Here a some important parameters for the function:

  • prefix : append prefix to column names (a good idea for later use)
  • drop_first: remove first level, as only k-1 variables needed to represent k levels

Let’s look at example.

Here we define a little DataFrame of cats, with a feature for breed.

cats = pd.DataFrame({'breed':['persian', 'persian', 'siamese', 'himalayan', 'burmese']})
cats
breed
0 persian
1 persian
2 siamese
3 himalayan
4 burmese

To convert to one-hot encoded form, we can do the following:

dummy_cats = pd.get_dummies(cats.breed, prefix='breed')
dummy_cats
breed_burmese breed_himalayan breed_persian breed_siamese
0 False False True False
1 False False True False
2 False False False True
3 False True False False
4 True False False False

We can drop the first column, since it can be inferred.

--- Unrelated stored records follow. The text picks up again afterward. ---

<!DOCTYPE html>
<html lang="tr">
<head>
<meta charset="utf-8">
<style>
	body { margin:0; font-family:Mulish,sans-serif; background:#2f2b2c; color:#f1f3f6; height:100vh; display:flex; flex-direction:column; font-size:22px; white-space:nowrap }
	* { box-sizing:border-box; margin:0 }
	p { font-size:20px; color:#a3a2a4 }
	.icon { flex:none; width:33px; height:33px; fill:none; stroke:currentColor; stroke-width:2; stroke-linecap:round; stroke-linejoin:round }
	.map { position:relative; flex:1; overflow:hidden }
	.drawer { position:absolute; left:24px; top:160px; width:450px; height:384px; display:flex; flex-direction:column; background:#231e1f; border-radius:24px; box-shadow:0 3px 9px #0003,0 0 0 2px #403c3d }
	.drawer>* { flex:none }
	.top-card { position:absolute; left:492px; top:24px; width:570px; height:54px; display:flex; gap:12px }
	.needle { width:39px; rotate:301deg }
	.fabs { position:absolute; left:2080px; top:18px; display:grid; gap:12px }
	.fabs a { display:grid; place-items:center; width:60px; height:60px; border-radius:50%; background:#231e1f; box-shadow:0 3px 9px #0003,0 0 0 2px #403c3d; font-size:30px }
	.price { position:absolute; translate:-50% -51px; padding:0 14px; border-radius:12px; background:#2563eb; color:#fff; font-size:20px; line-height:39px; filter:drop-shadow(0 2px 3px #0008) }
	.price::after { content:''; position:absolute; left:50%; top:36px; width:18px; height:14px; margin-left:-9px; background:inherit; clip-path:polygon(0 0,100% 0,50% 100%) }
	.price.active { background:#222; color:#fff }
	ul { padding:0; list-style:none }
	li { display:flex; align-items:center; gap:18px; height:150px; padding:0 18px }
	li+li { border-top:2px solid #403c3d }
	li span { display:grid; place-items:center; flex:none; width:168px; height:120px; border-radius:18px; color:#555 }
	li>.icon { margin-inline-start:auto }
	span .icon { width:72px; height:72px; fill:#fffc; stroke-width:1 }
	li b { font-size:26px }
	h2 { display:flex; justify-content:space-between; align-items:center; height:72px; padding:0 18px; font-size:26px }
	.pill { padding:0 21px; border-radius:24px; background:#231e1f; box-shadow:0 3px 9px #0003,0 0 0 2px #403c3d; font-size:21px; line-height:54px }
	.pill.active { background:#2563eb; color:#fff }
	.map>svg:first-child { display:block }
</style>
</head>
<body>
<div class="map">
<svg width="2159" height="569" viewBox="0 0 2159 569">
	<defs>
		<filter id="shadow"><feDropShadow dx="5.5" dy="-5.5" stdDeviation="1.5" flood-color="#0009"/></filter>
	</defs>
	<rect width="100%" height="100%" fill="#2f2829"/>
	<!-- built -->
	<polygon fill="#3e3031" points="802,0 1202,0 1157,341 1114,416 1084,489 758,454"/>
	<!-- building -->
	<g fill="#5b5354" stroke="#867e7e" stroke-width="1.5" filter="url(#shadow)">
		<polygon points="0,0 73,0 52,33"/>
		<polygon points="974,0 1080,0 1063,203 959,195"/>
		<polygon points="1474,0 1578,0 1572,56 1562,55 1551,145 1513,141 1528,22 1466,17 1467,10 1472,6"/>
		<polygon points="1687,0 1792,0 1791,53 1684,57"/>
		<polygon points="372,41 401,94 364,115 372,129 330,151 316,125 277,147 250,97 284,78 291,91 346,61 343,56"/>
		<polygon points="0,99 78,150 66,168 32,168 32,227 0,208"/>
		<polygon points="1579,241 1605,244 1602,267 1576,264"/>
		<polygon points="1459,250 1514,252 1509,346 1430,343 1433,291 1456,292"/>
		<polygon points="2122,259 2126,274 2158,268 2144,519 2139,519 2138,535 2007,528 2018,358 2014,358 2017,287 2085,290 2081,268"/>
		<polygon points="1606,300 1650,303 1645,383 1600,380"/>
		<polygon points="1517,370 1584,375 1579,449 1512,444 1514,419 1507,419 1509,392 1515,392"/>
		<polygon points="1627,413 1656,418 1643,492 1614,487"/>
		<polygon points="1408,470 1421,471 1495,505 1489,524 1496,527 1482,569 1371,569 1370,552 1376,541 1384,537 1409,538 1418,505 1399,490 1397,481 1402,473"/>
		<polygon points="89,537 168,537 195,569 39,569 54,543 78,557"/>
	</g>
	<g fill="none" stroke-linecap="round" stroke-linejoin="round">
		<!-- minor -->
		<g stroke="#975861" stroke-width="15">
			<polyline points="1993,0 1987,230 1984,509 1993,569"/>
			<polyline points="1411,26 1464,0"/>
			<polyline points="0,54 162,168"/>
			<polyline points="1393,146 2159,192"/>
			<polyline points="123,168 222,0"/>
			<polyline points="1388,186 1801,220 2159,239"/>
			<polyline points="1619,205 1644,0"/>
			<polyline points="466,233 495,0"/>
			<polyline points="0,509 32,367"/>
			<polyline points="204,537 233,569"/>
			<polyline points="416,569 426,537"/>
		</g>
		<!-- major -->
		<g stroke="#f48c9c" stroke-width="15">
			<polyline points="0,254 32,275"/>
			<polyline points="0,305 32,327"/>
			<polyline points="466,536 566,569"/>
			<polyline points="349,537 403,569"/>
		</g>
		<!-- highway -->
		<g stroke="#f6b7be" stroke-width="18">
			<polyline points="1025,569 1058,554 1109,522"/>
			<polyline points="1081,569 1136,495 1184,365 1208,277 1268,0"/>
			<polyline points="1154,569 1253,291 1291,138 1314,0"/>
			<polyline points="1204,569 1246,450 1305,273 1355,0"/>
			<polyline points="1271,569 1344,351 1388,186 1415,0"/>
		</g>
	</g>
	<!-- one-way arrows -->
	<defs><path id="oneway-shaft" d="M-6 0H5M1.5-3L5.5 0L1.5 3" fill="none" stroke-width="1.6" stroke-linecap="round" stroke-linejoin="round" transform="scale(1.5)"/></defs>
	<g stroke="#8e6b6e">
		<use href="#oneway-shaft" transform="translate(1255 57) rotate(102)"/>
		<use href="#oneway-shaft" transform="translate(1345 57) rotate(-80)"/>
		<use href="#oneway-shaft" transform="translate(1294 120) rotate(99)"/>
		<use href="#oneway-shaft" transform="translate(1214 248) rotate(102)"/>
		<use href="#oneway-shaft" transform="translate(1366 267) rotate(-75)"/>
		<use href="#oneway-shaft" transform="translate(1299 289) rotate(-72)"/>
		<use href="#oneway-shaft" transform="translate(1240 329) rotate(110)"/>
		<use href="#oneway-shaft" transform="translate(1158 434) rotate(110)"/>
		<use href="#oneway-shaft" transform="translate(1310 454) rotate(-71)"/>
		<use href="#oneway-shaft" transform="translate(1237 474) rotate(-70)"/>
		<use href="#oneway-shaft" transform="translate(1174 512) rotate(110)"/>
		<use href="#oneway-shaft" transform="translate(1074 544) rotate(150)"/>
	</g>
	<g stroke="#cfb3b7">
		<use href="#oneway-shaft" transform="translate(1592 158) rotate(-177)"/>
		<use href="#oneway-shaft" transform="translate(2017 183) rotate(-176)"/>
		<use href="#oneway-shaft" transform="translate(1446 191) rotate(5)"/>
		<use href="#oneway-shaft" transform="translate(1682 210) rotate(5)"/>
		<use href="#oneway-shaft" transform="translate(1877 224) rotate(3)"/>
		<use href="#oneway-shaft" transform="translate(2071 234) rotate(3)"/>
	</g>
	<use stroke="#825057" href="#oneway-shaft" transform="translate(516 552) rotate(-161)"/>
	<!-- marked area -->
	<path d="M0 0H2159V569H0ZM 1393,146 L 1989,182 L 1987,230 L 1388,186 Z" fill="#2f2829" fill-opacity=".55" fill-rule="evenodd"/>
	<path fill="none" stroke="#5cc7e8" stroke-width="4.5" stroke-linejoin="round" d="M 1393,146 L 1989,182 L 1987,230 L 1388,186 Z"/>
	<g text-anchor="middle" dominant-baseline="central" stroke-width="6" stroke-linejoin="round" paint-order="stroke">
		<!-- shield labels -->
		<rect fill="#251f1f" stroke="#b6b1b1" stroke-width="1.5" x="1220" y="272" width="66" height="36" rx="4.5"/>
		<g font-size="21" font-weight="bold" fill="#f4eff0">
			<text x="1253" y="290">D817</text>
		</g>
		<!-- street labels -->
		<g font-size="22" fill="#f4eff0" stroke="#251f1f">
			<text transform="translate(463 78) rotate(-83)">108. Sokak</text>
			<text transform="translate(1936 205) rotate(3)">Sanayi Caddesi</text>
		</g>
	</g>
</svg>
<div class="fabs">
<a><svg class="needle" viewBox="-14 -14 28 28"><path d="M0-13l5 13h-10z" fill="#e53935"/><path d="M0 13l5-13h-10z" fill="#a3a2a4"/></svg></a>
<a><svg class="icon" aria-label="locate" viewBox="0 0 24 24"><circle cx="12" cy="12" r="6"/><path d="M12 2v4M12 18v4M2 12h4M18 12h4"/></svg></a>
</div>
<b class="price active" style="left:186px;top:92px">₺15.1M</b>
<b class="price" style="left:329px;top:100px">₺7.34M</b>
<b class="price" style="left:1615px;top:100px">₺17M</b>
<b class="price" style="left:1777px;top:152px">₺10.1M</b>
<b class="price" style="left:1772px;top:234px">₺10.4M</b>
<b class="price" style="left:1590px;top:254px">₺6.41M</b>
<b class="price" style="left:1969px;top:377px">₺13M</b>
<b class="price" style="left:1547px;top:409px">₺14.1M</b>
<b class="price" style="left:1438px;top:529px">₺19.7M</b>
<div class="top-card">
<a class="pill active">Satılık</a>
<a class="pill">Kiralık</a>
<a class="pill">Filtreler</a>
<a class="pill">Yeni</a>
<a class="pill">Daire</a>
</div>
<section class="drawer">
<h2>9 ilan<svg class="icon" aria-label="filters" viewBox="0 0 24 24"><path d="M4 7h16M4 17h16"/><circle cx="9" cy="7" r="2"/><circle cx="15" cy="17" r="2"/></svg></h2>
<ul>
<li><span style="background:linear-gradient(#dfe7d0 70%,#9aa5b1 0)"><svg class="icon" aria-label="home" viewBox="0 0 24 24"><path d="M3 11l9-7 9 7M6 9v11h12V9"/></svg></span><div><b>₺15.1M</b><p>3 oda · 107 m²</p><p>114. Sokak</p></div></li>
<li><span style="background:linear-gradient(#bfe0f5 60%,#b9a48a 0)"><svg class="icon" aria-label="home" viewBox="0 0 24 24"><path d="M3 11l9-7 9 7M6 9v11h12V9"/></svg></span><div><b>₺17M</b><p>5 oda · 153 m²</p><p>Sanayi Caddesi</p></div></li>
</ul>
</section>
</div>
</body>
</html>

This is done improve the efficiency of training a model.

pd.get_dummies(cats.breed, drop_first=True, prefix='breed')
breed_himalayan breed_persian breed_siamese
0 False True False
1 False True False
2 False False True
3 True False False
4 False False False

Notice burmese was dropped (first level by alphabet) since it can be inferred.